Enfin, vers quatre ou cinq heures, l’ordre arriva d’enlever à la baïonnette ces formidables redoutes, dont le feu n’était pas encore entièrement éteint. On commençait à former les colonnes d’attaque, lorsque la canonnade cessa tout à coup : l’ennemi nous abandonnait le champ de bataille, et se retirait en ordre. Nous le serrâmes de près pendant une heure ou deux, et nous nous arrêtâmes enfin, harassés, mourants de faim, mais fiers de notre triomphe.

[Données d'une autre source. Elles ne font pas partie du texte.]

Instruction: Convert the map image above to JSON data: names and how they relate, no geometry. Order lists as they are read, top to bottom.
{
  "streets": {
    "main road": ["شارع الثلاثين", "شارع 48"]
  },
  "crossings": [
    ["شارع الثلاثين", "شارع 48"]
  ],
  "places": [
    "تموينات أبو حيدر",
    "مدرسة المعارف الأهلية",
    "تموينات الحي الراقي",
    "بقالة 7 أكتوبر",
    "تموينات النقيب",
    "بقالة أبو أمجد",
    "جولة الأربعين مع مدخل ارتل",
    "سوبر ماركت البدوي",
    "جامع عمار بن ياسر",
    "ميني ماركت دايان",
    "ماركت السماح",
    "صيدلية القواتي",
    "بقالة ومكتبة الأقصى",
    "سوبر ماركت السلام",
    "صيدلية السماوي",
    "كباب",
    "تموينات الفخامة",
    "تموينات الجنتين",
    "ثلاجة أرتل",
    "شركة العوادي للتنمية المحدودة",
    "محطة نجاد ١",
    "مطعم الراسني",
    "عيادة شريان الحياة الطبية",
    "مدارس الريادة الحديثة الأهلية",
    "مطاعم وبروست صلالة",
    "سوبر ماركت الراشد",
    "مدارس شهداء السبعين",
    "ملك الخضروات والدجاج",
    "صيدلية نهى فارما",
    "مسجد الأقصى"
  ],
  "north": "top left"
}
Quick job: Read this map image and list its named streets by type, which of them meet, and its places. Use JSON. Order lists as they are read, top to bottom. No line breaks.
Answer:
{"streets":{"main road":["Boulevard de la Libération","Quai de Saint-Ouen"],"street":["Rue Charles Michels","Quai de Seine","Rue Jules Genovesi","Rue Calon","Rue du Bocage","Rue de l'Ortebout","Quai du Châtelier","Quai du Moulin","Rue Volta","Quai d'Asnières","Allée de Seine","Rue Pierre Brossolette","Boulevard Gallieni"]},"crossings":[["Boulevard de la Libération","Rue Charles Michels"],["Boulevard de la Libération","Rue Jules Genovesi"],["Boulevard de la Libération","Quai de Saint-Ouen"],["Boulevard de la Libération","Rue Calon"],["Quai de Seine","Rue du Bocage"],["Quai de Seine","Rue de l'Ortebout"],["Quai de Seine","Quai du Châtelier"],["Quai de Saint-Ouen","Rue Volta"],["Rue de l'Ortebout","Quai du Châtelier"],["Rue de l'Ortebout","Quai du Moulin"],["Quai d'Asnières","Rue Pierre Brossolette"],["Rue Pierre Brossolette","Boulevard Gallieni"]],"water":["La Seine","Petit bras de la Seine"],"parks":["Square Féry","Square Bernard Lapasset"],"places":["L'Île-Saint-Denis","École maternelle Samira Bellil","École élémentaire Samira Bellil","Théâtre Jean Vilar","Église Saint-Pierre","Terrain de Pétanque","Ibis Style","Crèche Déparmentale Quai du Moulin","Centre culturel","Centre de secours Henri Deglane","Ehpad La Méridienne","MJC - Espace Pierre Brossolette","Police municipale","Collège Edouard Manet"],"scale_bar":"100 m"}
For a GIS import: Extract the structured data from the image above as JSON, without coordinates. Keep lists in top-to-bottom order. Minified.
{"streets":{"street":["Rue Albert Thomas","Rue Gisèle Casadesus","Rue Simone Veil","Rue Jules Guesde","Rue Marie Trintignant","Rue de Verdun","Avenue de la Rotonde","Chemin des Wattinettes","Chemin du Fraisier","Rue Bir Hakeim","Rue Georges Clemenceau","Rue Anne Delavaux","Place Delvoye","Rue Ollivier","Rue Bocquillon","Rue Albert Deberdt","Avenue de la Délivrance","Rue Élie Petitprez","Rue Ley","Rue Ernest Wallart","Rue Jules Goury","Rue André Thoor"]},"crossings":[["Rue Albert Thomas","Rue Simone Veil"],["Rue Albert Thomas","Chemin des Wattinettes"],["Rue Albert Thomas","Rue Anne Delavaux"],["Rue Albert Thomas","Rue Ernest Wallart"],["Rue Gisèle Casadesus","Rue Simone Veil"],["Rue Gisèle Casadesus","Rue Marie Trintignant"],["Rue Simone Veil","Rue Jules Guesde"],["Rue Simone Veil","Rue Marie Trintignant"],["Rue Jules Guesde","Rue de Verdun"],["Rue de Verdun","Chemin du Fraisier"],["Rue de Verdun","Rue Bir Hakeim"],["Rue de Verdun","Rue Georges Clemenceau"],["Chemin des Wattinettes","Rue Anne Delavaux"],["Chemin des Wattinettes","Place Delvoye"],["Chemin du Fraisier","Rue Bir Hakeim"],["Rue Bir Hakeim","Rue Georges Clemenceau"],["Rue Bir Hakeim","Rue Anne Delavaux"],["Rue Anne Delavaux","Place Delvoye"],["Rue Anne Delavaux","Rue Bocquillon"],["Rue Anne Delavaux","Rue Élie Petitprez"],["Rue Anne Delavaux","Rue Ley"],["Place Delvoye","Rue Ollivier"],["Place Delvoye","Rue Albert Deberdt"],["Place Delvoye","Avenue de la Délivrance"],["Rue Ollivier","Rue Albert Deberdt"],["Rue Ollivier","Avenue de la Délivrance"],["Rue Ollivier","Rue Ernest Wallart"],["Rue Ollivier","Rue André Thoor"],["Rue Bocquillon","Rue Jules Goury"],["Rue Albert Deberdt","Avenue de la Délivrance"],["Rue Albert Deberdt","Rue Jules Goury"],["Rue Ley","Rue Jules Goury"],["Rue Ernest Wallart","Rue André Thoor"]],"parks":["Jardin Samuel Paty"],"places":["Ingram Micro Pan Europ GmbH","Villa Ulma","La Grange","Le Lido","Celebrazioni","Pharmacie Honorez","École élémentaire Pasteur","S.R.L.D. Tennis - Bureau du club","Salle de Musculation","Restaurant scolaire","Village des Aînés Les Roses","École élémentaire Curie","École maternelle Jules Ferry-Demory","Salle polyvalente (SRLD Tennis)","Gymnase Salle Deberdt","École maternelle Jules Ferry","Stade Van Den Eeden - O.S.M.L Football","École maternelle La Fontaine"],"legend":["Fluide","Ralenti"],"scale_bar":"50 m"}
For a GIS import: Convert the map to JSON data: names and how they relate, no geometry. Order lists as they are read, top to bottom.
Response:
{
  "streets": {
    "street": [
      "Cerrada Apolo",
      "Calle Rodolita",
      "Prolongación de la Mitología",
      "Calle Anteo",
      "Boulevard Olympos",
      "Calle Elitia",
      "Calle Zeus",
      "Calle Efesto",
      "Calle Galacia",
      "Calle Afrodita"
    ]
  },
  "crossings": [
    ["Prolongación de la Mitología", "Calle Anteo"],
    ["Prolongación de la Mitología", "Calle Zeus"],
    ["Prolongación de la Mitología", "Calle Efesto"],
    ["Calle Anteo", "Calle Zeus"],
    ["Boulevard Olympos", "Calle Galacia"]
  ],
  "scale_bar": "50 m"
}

Je crois qu’il n’y a pas de plus beaux jours dans la vie que la soirée de celui où l’on vient de remporter une grande victoire. Si cette joie est un peu tempérée par les regrets que cause la perte de tant de bons et valeureux camarades, elle n’en est pas moins vive, enivrante. Nous nous réunîmes autour du général Joubert pour nous féliciter mutuellement du résultat de cette terrible journée. Une bouteille de rhum circula pour boire à la santé de l’Empereur. On était formé en cercle et l’on causait gaîment, lorsqu’un boulet perdu arrive en ricochant lentement, mais ayant encore assez de force pour couper un homme en deux, s’il l’eût rencontré. Prévenus à temps, nous l’évitâmes lestement et personne ne fut atteint.

J’eus 21 hommes tués ou blessés dans les deux journées. Les blessures étaient horribles.

6 juin-— Au bivouac en avant de Neudorf...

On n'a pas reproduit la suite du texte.